++++ Extracted material ++++

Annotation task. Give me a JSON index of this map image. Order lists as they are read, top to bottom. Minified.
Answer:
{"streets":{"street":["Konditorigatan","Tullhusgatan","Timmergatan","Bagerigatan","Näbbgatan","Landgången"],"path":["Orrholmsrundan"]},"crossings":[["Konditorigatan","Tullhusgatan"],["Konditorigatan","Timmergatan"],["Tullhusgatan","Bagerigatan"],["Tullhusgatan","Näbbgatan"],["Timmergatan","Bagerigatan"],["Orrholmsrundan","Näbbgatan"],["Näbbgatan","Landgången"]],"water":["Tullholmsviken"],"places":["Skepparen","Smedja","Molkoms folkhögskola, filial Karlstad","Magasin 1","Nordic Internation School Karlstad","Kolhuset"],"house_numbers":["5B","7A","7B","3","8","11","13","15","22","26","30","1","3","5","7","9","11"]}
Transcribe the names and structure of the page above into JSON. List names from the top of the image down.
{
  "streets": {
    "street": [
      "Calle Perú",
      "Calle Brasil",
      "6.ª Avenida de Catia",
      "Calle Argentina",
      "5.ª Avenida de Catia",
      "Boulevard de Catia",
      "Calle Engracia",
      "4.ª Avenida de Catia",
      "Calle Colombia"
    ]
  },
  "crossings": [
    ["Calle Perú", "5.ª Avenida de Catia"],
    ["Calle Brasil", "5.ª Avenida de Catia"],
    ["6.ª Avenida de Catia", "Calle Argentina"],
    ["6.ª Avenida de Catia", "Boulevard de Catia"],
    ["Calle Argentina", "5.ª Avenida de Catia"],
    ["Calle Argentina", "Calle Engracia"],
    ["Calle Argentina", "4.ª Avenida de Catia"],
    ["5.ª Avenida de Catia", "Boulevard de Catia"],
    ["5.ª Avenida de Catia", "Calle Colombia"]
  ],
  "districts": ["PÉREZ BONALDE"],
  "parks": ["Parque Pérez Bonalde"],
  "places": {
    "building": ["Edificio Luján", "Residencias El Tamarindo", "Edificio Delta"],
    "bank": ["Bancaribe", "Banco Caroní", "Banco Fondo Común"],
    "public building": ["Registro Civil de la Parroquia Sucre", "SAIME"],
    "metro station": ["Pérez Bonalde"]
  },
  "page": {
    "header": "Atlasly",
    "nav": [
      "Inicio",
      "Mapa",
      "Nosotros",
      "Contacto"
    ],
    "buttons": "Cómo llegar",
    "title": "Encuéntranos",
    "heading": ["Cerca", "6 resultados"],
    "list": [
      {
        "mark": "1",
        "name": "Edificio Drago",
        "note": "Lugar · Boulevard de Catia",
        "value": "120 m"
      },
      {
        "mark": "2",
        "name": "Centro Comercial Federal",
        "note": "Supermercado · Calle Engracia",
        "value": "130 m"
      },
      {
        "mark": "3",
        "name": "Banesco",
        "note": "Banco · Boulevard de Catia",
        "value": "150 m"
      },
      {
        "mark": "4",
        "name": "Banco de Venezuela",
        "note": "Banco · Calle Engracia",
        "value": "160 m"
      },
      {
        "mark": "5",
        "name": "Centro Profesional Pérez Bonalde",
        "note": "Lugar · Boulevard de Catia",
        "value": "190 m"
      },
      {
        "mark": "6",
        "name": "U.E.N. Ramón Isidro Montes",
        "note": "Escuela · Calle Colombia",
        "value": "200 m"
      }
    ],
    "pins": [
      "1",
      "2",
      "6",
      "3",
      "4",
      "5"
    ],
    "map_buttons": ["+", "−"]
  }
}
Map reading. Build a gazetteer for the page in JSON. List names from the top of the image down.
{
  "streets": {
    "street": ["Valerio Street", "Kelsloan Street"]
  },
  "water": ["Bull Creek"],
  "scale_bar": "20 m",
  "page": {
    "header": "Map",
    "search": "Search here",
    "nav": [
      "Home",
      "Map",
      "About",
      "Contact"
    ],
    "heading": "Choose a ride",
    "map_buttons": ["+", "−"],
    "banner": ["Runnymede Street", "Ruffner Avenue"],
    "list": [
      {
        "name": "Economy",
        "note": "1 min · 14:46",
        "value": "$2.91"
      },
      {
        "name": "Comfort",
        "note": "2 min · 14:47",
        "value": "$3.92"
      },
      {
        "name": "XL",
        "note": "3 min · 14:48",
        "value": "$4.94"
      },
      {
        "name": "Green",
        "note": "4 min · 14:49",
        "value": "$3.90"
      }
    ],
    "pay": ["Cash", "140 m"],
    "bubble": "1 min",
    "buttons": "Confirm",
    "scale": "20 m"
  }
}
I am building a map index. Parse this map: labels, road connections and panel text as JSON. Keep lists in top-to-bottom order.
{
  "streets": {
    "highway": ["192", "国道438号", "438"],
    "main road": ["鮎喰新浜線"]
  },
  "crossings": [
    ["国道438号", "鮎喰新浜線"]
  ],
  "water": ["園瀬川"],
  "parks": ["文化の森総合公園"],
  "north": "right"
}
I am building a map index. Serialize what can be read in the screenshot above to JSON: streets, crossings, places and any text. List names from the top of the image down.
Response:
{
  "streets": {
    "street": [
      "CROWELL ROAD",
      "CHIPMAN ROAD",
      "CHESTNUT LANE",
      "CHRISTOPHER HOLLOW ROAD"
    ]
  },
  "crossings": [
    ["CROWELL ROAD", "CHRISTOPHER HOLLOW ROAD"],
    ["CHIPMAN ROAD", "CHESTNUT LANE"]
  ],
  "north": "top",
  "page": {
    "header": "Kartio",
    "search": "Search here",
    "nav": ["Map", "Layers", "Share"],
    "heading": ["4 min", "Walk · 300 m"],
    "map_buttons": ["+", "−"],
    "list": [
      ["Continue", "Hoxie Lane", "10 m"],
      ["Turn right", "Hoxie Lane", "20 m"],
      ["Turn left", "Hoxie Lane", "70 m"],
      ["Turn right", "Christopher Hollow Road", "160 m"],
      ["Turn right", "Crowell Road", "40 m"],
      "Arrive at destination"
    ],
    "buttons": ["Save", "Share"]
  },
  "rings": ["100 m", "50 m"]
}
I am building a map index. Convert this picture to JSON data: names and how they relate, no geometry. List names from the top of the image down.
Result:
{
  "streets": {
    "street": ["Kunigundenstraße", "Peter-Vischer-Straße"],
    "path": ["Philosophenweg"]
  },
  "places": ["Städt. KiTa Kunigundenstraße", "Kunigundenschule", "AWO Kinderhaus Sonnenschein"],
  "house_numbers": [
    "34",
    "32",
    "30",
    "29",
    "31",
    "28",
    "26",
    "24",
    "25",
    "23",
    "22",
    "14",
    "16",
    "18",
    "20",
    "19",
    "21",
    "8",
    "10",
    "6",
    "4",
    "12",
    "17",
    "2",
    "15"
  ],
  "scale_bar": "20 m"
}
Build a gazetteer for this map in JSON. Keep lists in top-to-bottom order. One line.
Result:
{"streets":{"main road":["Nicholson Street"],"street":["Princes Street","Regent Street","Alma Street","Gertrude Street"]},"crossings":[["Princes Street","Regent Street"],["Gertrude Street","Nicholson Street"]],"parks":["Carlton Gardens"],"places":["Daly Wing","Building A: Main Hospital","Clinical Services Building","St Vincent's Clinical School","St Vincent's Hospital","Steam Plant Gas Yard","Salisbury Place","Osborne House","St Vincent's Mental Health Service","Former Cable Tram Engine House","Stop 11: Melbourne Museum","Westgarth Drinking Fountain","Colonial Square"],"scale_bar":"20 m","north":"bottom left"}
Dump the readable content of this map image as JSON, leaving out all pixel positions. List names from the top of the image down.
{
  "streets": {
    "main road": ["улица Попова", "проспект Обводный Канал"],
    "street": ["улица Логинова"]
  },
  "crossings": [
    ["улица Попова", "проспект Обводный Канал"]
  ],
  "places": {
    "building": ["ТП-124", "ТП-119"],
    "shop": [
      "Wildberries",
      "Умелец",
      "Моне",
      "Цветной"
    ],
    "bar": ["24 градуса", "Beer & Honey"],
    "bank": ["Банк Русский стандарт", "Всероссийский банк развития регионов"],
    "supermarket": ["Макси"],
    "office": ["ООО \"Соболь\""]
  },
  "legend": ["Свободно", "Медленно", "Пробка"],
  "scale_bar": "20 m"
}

++++

Counting only lines that hold the string "Попова", give the number of such lines in the records. Write nothing else.

Task output =>
2